Assigned task: Produce the same data once more, line for line.

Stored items
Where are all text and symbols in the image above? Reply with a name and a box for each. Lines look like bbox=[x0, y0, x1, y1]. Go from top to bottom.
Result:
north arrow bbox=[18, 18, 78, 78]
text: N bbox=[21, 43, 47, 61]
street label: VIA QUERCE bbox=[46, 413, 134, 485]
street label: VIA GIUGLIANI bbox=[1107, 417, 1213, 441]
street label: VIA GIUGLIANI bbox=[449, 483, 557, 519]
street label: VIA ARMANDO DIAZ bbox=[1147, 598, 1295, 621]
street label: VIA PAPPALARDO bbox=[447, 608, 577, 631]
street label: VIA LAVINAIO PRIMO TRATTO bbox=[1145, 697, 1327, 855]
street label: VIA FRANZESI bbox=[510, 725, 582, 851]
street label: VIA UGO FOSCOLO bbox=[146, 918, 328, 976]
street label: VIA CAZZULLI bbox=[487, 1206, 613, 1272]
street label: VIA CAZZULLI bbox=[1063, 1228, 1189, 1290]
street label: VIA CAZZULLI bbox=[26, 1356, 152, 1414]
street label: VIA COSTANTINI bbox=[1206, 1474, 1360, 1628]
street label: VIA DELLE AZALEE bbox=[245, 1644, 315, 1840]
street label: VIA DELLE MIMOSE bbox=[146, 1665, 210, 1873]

Problem solution:
Where are all text and symbols in the image above? Reply with a name and a box for each. Lines look like bbox=[x0, y0, x1, y1]. Go from top to bottom.
Result:
north arrow bbox=[18, 18, 78, 78]
text: N bbox=[21, 43, 47, 61]
street label: VIA QUERCE bbox=[46, 413, 134, 485]
street label: VIA GIUGLIANI bbox=[1107, 417, 1213, 441]
street label: VIA GIUGLIANI bbox=[449, 483, 557, 519]
street label: VIA ARMANDO DIAZ bbox=[1147, 598, 1295, 621]
street label: VIA PAPPALARDO bbox=[447, 608, 577, 631]
street label: VIA LAVINAIO PRIMO TRATTO bbox=[1145, 697, 1327, 855]
street label: VIA FRANZESI bbox=[510, 725, 582, 851]
street label: VIA UGO FOSCOLO bbox=[146, 918, 328, 976]
street label: VIA CAZZULLI bbox=[487, 1206, 613, 1272]
street label: VIA CAZZULLI bbox=[1063, 1228, 1189, 1290]
street label: VIA CAZZULLI bbox=[26, 1356, 152, 1414]
street label: VIA COSTANTINI bbox=[1206, 1474, 1360, 1628]
street label: VIA DELLE AZALEE bbox=[245, 1644, 315, 1840]
street label: VIA DELLE MIMOSE bbox=[146, 1665, 210, 1873]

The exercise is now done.